SciFi Book Review: Scythe

Scythe by Neal Shusterman

Synopsis:
A world with no hunger, no disease, no war, no misery: humanity has conquered all those things, and has even conquered death. Now Scythes are the only ones who can end life—and they are commanded to do so, in order to keep the size of the population under control.

Citra and Rowan are chosen to apprentice to a scythe—a role that neither wants. These teens must master the “art” of taking life, knowing that the consequence of failure could mean losing their own.

Review:
Citra and Rowan are confident and determined young adults who stand up for what they believe. Because of this, they are both chosen to be an apprentice to a scythe. Neither of them wants to kill, but it will keep their families safe from “gleaning” (death).

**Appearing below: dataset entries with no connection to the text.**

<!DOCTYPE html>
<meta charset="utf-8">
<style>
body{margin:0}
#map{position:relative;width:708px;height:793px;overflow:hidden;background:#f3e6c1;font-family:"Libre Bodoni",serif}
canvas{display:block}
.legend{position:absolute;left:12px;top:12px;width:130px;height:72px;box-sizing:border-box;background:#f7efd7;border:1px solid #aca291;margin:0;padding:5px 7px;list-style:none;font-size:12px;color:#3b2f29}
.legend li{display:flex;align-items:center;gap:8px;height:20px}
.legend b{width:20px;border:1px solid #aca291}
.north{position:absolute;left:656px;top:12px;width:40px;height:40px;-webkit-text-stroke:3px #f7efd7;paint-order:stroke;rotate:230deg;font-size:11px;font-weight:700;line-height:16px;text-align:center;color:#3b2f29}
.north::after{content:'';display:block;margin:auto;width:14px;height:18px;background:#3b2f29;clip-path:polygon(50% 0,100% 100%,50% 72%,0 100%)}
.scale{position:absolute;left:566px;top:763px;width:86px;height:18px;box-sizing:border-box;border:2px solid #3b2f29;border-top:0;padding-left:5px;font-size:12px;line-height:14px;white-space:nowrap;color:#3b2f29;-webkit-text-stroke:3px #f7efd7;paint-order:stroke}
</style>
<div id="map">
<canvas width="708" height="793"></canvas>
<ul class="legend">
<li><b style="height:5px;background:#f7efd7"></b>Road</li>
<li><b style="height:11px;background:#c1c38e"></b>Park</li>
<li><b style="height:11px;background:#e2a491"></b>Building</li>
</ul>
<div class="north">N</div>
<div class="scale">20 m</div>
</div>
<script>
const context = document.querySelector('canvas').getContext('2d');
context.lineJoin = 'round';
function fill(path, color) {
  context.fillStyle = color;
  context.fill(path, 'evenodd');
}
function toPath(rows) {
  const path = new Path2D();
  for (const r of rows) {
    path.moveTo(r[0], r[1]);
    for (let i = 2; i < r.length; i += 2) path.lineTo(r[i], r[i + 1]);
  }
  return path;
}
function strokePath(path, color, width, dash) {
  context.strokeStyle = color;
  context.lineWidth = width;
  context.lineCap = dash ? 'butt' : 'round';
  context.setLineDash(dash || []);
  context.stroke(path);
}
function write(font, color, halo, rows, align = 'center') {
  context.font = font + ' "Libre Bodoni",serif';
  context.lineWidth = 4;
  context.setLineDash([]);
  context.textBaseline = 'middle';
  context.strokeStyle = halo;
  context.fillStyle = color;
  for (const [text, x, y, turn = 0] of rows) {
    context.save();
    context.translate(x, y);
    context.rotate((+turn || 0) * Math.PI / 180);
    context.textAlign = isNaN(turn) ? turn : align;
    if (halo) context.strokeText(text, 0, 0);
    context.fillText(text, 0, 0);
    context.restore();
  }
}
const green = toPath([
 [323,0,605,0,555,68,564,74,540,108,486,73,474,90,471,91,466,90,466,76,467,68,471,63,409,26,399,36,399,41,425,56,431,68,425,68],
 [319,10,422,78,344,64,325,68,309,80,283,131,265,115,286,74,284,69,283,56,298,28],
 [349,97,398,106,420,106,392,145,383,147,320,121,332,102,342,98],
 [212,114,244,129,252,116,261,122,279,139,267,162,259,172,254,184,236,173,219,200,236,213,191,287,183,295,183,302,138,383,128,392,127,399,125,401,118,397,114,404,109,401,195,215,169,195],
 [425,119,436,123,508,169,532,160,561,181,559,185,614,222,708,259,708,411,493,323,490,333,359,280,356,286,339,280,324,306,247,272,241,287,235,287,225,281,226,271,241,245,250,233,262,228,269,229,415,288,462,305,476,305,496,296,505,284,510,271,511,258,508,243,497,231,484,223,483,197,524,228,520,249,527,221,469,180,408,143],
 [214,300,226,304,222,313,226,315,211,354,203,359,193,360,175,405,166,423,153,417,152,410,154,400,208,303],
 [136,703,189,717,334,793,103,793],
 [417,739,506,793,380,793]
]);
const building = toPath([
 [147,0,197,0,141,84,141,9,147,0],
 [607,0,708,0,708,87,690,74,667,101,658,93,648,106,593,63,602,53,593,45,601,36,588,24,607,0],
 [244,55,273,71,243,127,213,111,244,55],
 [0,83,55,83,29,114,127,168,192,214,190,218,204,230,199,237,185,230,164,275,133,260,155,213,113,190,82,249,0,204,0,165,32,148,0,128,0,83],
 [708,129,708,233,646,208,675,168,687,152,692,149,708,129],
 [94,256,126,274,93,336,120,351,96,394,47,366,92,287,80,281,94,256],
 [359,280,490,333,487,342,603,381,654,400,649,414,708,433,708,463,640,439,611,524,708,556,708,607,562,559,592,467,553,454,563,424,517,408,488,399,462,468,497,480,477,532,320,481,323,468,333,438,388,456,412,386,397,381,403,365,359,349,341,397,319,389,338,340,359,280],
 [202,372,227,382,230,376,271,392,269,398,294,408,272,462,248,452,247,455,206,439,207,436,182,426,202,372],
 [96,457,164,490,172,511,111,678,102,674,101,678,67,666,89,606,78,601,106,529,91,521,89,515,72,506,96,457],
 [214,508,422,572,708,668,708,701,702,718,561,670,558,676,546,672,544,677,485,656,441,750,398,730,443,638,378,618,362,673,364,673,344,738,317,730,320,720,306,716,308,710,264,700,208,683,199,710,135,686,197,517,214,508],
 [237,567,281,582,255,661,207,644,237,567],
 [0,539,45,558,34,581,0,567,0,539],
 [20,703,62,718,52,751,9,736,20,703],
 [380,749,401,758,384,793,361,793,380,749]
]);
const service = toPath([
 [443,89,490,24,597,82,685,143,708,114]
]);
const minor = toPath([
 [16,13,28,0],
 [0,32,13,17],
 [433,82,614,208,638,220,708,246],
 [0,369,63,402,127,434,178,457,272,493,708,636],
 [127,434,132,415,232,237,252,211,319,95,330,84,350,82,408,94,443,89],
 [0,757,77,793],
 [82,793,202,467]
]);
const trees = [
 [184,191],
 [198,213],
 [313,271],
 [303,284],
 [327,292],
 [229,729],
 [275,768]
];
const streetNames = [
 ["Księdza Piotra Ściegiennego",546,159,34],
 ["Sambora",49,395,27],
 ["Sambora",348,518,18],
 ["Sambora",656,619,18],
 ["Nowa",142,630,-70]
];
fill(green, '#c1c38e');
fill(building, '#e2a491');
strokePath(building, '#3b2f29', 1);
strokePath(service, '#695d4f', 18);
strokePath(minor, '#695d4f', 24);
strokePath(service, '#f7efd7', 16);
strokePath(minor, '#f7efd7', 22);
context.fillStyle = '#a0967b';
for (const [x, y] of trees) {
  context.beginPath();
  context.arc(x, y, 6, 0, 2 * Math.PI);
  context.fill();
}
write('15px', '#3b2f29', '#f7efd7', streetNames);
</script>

Scythe is the first in a fantastic, dystopian series for teens. The subject matter may be hard and a bit dark for some. But this has to be some of the best worldbuilding and character development I’ve ever read. To keep the Earth’s population under control, scythes kill without prejudice. And despite having their own governing body, the scythes each have their own philosophy and way of gleaning. Some are much more brutal than others. Citra and Rowan have to make some hard choices and are forced into some heart-wrenching situations. With plenty of plot twists along the way, this story is engaging, thought-provoking, and intense until the very end. I can’t wait to jump into the next installment.